I’m trying to search for a set of strings in a column in a pandas dataframe and replace with 1 if the strings exist and 0 if they do not.
Per the example below, this works fine on the first pass:
df = pd.DataFrame({'ID':[1,2,3,4], 'Event':['1 Day', '2 Days','3 Days','4 Days']})
df['Event'] = np.where(df['Event'].str.contains('3 Days|4 Days'),1,df['Event'])
df
but when I try and apply the opposite logic and replace the instances where the strings do not exist:
df = pd.DataFrame({'ID':[1,2,3,4], 'Event':['1 Day', '2 Days','3 Days','4 Days']})

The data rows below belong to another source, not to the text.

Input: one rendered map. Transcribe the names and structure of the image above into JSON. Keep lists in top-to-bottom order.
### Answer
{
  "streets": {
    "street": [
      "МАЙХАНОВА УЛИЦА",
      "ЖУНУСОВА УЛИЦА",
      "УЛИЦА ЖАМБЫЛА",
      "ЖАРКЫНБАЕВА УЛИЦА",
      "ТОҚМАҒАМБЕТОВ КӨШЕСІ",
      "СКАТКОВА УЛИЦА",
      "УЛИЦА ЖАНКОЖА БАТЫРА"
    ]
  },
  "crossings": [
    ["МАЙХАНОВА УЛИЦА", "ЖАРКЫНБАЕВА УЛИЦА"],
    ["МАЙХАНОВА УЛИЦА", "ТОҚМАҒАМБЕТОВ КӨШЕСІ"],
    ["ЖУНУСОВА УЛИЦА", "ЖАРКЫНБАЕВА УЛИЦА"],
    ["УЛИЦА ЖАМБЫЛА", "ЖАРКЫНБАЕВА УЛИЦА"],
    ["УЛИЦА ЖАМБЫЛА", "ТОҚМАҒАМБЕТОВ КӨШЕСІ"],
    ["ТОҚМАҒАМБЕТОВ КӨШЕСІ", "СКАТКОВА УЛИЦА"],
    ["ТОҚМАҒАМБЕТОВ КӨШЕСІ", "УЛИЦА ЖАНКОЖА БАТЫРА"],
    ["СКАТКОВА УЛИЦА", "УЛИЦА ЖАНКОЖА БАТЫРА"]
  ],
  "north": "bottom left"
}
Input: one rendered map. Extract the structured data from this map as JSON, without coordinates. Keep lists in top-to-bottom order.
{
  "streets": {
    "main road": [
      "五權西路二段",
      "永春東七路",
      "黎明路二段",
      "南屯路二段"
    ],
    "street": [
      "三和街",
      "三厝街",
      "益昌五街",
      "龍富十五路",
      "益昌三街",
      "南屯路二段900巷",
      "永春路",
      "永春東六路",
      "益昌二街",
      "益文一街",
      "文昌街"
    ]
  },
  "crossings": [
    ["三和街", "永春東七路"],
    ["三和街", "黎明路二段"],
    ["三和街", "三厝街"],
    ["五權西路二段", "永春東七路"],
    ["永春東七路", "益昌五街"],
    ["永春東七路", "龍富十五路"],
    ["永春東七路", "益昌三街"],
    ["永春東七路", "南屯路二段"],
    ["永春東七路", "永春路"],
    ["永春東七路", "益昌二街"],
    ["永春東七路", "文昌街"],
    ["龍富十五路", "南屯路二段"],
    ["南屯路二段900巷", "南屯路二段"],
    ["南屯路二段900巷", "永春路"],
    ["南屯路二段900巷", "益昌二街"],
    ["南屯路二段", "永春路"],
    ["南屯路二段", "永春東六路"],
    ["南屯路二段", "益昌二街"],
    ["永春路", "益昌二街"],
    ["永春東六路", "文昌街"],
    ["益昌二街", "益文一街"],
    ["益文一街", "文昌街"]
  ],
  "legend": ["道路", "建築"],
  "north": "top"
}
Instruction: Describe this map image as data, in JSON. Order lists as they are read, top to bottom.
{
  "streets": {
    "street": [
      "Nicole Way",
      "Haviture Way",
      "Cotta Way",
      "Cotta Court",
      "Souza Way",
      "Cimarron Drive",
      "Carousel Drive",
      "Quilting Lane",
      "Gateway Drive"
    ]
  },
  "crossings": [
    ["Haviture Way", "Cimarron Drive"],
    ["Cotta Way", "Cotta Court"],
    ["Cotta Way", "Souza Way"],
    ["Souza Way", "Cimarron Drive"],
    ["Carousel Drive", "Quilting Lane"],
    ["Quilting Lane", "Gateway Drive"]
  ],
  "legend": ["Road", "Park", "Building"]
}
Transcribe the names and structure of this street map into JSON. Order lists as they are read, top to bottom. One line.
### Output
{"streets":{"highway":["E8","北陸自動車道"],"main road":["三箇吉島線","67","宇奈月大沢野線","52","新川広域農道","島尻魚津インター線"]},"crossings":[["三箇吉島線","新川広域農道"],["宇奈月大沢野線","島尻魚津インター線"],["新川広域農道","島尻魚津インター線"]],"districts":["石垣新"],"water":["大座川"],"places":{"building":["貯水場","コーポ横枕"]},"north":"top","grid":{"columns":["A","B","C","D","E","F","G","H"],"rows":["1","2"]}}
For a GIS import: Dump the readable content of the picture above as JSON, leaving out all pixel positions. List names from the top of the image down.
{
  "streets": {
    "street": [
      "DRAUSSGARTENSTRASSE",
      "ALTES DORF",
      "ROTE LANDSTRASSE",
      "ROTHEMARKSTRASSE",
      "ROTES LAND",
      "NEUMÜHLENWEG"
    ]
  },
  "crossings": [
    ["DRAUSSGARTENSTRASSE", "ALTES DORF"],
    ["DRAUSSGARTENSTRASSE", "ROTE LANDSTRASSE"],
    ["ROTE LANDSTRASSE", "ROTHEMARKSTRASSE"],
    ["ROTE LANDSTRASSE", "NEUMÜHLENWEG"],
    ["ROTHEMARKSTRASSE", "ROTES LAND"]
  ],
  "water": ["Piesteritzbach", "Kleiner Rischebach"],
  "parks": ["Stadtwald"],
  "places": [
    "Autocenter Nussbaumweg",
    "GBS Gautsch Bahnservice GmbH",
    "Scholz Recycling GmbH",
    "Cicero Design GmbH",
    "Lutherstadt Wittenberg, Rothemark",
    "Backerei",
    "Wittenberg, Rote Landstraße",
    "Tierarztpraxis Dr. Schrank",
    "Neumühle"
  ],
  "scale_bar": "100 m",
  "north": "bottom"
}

df['Event'] = np.where(df['Event'].str.contains('3 Days|4 Days'),1,df['Event'])
df['Event'] = np.where(~df['Event'].str.contains('3 Days|4 Days'),0,df['Event'])
df
I get this error – TypeError: bad operand type for unary ~: 'float'
I tried using logical operators so the actions would occur simultaneously:
df = pd.DataFrame({'ID':[1,2,3,4], 'Event':['1 Day', '2 Days','3 Days','4 Days']})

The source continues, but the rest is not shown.